**** DATA TO EXAMINE

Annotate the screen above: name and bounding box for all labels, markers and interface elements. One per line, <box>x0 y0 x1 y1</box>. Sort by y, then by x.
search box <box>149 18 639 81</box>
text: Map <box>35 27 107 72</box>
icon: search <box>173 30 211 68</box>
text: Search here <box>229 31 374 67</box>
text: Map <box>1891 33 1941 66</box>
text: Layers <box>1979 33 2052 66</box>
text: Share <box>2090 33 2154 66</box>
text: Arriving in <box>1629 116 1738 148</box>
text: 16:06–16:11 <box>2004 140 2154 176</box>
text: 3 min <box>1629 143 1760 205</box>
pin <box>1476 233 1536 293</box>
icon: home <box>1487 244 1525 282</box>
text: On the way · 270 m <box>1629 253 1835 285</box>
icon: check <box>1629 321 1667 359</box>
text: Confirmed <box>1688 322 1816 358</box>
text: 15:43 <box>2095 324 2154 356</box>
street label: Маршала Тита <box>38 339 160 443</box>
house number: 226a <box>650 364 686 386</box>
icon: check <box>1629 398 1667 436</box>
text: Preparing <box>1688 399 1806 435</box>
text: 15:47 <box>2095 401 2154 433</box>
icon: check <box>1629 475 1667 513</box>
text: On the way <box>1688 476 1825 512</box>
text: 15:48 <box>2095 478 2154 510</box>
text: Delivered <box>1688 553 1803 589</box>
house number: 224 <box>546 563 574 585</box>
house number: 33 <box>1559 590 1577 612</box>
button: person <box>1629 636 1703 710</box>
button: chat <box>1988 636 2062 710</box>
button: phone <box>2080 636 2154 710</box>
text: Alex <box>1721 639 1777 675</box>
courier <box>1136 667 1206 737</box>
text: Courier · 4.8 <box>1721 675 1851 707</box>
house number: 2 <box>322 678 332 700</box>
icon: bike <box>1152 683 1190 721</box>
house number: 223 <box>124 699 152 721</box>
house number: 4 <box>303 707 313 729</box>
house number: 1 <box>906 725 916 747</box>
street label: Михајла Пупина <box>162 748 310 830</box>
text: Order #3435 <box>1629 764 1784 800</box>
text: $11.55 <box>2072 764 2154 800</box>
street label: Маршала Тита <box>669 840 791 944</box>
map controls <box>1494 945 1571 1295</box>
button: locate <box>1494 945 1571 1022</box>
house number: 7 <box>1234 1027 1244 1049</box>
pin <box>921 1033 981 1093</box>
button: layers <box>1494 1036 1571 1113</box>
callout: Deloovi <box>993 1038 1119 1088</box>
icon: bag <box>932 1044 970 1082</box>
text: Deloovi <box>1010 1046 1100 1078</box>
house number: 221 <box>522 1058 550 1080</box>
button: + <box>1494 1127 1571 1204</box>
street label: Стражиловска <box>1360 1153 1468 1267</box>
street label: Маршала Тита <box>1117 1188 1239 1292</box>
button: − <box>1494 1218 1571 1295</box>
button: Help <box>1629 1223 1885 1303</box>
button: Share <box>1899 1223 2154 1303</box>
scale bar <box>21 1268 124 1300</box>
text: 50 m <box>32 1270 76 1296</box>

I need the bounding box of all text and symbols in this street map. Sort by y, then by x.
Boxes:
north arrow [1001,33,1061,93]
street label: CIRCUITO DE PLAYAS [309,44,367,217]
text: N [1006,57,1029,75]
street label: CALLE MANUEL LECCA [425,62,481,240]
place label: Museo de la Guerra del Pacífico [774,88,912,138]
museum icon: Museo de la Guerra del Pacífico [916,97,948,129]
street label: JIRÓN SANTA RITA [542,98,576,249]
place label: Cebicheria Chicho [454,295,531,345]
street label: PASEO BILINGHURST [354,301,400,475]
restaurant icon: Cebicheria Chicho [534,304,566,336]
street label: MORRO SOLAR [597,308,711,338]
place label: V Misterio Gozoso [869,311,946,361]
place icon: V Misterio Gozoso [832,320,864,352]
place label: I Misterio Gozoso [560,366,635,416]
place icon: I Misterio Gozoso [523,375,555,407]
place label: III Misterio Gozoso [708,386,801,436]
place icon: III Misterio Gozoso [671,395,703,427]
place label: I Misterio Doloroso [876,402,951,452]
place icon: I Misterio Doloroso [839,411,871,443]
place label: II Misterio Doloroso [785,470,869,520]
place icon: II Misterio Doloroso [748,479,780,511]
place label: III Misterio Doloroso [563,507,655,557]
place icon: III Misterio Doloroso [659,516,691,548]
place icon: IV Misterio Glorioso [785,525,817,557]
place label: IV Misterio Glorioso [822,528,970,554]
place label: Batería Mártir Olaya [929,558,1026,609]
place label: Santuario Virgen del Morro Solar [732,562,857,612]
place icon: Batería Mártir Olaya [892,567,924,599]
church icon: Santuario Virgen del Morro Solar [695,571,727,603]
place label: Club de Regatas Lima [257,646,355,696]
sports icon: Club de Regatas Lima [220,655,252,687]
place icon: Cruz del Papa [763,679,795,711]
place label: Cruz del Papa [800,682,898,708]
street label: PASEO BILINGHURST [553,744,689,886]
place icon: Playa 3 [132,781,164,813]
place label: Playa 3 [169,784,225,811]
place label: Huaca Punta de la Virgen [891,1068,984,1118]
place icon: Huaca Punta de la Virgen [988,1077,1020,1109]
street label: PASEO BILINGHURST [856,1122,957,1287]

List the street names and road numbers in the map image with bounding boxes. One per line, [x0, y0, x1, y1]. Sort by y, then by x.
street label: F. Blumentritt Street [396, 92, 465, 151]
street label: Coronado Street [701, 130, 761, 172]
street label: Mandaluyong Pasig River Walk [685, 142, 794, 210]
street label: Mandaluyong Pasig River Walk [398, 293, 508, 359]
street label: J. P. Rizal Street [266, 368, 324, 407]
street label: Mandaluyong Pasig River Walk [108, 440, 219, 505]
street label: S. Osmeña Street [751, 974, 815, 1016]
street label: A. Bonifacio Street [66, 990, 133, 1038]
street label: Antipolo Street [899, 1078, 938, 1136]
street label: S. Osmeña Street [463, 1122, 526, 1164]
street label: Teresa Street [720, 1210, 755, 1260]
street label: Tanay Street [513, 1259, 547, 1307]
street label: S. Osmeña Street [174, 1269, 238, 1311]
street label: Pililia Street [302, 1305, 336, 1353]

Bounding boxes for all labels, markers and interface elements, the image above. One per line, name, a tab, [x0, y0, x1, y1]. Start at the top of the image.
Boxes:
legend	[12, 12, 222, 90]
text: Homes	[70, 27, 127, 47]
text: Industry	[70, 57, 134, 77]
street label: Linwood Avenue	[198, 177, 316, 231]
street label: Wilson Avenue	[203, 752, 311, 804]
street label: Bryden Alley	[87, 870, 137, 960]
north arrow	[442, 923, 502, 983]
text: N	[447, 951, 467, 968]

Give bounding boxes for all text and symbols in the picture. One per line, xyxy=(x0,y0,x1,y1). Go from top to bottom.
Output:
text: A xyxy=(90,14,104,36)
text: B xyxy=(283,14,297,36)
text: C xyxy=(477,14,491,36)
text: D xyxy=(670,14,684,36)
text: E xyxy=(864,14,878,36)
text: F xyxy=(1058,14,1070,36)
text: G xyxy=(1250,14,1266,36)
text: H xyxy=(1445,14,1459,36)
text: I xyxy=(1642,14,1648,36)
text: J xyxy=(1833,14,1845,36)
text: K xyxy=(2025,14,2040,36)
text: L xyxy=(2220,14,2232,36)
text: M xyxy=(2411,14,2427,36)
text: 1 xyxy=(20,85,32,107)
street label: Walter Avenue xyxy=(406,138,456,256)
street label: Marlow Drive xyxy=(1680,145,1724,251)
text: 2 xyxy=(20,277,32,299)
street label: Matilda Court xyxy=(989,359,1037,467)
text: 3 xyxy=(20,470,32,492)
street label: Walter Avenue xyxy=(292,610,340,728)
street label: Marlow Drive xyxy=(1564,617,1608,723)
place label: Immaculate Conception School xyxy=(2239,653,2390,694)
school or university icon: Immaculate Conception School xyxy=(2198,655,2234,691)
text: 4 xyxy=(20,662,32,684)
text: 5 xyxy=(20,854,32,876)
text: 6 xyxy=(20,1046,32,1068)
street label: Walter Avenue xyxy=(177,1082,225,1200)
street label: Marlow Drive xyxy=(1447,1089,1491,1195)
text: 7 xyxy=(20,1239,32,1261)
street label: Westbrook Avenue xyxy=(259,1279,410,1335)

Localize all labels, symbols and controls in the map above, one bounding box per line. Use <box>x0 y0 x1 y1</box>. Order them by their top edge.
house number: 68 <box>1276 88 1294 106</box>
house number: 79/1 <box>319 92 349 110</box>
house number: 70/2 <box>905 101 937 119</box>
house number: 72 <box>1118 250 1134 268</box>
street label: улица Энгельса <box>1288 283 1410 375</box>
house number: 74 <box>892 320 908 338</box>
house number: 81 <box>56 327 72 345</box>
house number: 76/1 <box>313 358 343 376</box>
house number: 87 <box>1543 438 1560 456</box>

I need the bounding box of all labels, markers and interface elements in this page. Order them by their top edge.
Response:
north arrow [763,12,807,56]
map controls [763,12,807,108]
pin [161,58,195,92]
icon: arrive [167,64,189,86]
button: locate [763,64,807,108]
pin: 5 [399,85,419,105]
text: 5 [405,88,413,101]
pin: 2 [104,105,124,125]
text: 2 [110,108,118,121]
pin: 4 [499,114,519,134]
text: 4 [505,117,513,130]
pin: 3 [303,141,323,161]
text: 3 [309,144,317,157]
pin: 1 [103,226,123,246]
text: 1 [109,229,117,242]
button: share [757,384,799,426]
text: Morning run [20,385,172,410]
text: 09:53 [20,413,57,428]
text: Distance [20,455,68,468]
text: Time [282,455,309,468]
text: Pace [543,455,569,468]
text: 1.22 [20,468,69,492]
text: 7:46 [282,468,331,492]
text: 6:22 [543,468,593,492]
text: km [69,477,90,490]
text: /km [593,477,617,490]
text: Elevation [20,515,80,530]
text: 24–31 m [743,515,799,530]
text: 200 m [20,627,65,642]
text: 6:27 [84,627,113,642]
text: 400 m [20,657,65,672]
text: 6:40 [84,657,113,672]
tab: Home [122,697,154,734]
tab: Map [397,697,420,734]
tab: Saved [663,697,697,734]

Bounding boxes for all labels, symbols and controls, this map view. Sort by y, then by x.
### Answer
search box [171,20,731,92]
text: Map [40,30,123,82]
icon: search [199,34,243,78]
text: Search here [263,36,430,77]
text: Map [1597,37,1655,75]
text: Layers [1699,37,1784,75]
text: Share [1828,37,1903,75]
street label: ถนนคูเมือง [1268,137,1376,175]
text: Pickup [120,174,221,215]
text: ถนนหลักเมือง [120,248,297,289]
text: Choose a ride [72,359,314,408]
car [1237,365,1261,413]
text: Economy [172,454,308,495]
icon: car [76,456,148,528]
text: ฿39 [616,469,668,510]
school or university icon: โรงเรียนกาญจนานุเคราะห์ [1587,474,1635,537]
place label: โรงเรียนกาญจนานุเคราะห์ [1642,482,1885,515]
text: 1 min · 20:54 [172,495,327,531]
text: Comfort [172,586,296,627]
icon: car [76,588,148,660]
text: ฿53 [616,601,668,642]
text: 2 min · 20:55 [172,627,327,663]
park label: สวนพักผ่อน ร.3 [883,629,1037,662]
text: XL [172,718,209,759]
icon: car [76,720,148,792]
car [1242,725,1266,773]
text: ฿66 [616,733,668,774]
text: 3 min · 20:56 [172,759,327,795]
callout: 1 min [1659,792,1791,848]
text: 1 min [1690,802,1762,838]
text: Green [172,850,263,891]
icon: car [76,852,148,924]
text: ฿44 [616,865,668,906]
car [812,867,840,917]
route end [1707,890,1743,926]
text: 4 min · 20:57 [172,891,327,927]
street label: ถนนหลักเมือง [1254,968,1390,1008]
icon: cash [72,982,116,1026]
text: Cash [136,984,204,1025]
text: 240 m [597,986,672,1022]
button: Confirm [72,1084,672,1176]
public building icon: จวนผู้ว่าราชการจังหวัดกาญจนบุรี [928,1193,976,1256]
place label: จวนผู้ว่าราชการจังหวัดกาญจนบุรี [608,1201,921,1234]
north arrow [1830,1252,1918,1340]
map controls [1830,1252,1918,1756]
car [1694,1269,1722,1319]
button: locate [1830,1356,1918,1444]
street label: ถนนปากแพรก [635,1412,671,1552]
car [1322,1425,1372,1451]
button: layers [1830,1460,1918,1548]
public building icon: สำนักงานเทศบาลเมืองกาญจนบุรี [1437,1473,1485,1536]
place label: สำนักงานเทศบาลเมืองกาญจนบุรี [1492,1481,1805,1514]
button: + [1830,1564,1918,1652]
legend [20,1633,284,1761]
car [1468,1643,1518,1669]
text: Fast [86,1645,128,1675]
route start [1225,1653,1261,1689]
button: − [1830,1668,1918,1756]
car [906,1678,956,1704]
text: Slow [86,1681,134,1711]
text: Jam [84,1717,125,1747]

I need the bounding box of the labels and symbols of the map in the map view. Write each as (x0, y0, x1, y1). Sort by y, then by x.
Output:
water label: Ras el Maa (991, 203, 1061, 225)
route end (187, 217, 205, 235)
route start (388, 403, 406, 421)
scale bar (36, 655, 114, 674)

********

PROMPT: Isolate each line of the listing above that includes "interface". Copy it.

EXERCISE ANSWER:
Annotate the screen above: name and bounding box for all labels, markers and interface elements. One per line, <box>x0 y0 x1 y1</box>. Sort by y, then by x.
Bounding boxes for all labels, markers and interface elements, the image above. One per line, name, a tab, [x0, y0, x1, y1]. Start at the top of the image.
I need the bounding box of all labels, markers and interface elements in this page. Order them by their top edge.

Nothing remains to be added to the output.